EXERCISE INSTRUCTIONS >>
Scan the data for "index" and copy the lines it appears in.

THE DATA >>
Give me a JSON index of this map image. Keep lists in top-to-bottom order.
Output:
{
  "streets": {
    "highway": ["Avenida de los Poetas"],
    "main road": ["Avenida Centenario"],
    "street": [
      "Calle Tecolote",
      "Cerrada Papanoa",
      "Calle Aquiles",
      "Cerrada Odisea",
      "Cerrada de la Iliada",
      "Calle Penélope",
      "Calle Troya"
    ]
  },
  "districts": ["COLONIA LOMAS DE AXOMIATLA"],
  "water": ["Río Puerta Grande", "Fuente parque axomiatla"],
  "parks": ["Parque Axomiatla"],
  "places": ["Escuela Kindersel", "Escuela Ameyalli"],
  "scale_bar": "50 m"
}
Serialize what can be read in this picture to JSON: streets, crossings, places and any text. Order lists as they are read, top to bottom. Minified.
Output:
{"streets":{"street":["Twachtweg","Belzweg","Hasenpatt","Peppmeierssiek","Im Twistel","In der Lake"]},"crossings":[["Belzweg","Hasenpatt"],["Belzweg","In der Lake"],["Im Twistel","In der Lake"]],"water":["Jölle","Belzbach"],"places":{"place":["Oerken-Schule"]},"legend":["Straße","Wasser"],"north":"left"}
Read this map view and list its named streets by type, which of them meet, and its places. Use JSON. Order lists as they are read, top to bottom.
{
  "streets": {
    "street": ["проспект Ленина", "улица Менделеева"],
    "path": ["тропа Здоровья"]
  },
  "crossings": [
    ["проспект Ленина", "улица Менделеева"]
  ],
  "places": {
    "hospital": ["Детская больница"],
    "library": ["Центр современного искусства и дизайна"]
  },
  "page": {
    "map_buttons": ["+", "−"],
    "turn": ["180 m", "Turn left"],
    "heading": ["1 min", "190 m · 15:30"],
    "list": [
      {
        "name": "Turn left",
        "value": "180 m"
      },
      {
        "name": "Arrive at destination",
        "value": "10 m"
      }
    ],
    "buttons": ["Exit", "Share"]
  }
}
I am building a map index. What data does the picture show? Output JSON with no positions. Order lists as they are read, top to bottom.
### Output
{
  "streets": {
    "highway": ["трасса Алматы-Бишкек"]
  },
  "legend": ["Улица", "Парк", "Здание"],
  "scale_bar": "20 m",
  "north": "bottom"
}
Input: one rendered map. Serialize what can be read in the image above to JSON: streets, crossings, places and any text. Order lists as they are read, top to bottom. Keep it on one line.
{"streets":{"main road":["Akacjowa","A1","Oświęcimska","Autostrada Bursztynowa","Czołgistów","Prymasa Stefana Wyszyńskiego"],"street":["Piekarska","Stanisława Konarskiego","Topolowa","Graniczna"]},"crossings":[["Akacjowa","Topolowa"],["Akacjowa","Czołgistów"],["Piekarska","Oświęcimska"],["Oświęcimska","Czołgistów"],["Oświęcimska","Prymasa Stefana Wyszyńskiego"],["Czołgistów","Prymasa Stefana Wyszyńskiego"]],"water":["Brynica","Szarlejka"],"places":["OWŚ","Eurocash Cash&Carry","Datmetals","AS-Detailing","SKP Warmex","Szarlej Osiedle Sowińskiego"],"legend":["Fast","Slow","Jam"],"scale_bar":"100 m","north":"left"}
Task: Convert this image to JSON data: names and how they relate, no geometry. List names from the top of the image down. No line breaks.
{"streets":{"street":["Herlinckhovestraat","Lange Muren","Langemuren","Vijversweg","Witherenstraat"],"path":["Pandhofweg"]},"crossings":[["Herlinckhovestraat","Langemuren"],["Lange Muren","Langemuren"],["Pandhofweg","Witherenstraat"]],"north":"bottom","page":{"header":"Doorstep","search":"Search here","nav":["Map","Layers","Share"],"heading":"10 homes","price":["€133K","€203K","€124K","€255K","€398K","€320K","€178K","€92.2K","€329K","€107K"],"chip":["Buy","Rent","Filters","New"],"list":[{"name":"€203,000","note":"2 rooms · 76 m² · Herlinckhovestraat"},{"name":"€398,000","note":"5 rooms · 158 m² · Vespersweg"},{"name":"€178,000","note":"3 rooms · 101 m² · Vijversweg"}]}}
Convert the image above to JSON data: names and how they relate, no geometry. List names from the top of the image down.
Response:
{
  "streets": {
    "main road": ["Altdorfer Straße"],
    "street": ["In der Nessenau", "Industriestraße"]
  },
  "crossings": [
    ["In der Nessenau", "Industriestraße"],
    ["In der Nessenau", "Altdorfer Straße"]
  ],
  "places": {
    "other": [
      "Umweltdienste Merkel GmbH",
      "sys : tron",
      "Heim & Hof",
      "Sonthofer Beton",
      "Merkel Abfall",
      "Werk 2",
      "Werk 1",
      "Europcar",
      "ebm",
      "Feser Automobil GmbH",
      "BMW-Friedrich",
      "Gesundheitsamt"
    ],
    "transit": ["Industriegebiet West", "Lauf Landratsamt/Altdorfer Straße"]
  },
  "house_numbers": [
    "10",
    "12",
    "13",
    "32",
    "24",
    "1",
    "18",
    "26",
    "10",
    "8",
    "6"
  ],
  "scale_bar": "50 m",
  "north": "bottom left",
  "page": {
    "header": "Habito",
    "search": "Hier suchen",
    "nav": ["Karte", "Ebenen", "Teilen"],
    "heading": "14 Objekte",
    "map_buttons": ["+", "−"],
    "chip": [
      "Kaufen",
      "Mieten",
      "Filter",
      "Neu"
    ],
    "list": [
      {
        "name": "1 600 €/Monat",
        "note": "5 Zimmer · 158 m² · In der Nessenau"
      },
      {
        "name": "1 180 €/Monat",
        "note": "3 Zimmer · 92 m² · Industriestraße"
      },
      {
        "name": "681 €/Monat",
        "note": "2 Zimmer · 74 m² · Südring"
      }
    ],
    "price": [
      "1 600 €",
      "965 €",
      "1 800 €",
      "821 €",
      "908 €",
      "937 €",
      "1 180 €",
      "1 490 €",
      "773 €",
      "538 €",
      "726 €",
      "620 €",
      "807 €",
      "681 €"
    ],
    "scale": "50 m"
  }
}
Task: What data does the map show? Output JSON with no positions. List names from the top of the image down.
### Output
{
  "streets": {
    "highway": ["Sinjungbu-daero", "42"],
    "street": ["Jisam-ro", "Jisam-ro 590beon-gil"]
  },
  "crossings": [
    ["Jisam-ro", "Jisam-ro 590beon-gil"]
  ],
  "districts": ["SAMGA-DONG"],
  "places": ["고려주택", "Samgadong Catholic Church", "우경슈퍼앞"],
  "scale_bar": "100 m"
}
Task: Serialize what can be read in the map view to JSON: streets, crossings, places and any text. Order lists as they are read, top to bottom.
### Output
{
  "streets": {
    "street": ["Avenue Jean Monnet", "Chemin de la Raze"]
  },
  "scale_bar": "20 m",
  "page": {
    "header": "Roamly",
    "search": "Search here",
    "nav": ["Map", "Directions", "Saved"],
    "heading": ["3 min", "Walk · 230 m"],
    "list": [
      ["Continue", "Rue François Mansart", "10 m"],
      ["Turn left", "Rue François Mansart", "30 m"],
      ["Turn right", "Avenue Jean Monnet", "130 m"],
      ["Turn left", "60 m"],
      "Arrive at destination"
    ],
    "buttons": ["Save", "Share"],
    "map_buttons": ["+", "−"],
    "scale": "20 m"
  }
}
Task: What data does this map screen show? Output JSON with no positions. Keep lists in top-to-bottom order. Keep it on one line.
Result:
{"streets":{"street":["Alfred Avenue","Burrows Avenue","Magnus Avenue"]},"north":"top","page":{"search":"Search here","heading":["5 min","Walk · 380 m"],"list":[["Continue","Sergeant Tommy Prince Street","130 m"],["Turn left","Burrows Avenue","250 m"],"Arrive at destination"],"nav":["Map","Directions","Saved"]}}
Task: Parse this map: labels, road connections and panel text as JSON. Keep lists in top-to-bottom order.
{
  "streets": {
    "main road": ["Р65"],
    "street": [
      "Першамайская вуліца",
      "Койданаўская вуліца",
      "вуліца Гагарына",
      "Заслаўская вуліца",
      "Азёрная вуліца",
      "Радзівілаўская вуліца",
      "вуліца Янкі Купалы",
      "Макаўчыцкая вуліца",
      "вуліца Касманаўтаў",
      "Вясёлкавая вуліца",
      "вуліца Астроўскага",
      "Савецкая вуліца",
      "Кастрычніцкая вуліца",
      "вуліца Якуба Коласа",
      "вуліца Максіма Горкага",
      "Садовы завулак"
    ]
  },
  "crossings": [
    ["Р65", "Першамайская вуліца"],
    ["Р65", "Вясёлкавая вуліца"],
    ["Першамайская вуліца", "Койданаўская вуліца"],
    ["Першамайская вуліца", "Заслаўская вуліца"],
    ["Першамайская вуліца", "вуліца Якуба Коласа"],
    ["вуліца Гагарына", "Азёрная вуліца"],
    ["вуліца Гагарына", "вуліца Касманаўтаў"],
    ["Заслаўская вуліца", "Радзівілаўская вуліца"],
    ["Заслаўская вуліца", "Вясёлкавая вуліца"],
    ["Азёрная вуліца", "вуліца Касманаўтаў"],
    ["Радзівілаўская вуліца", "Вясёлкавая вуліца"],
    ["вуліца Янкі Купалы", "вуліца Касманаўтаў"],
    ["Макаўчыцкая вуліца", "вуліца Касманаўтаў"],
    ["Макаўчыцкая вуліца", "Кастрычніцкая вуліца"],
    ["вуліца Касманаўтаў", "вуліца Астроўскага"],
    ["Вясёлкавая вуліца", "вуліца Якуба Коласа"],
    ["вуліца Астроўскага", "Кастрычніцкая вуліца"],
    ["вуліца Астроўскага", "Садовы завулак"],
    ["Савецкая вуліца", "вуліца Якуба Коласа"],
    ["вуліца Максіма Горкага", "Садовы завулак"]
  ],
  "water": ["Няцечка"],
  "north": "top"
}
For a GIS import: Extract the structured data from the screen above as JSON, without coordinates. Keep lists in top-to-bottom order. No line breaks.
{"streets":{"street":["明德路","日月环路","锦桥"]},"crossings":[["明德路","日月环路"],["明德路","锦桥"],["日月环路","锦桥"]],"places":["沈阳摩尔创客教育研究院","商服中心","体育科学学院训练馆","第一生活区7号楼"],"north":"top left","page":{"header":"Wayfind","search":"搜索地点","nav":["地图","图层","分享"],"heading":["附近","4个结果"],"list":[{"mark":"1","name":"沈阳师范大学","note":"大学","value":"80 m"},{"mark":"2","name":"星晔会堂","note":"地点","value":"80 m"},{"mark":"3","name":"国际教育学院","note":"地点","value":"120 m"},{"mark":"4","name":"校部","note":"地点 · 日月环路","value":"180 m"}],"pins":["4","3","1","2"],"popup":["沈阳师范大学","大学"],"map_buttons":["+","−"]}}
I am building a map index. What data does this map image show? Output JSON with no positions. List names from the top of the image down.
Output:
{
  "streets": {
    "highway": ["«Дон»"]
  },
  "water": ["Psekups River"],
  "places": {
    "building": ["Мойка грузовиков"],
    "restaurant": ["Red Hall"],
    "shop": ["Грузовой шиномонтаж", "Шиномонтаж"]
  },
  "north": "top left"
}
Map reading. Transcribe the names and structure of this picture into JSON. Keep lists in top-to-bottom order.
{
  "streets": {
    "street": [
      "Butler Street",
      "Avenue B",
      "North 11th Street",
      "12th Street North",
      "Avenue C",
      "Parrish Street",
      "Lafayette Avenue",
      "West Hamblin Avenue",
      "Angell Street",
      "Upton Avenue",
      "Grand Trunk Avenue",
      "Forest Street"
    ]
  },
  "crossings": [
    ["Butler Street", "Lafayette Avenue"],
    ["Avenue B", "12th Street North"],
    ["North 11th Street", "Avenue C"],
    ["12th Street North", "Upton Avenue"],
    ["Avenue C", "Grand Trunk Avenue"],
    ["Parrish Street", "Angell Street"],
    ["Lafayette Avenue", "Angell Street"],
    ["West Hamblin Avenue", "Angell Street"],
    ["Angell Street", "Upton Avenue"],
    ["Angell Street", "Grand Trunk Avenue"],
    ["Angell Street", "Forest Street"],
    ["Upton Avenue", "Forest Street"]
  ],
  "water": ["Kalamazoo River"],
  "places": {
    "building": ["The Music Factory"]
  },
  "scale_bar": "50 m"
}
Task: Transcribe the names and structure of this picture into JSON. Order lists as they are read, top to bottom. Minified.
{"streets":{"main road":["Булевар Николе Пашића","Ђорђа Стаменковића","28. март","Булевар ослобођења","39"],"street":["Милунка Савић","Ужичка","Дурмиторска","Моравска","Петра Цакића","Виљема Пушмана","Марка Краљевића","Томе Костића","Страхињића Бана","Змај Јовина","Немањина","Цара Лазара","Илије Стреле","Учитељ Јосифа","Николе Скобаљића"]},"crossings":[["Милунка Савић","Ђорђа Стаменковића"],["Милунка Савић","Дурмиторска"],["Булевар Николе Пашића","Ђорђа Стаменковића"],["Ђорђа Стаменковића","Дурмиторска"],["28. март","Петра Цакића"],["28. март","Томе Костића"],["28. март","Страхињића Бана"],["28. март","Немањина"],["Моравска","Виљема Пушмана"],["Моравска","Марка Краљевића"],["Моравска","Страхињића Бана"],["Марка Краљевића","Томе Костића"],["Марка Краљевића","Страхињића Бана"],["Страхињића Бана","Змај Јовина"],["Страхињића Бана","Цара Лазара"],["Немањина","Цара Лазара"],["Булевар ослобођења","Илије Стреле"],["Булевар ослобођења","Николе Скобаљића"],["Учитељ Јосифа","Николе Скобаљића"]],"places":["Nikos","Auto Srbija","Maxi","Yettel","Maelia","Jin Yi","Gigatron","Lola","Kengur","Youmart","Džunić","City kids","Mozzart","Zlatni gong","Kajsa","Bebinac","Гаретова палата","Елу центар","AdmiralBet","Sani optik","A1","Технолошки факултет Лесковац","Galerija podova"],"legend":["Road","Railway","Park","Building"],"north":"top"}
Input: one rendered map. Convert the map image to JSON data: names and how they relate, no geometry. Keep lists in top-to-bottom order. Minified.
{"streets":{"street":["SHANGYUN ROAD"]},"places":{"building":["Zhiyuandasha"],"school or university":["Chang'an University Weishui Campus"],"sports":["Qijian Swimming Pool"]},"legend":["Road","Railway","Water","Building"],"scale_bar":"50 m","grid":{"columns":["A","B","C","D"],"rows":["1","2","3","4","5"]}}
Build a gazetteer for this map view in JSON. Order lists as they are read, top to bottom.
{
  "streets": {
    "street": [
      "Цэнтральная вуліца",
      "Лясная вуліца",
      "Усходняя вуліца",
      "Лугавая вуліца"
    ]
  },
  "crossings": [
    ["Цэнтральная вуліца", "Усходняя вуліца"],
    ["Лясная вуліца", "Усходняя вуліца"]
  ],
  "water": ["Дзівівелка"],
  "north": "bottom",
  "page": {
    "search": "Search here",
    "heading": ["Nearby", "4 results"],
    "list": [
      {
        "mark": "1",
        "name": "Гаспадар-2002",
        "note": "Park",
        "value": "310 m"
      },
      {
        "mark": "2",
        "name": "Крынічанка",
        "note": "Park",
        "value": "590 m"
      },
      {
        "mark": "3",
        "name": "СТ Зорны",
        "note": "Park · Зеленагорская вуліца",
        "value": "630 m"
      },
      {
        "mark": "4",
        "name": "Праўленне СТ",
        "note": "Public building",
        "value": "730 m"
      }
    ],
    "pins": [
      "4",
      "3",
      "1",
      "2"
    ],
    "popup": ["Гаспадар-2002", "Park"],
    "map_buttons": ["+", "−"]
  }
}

WRITTEN RESPONSE >>
Give me a JSON index of this map image. Keep lists in top-to-bottom order.
I am building a map index. What data does the picture show? Output JSON with no positions. Order lists as they are read, top to bottom.
I am building a map index. What data does this map image show? Output JSON with no positions. List names from the top of the image down.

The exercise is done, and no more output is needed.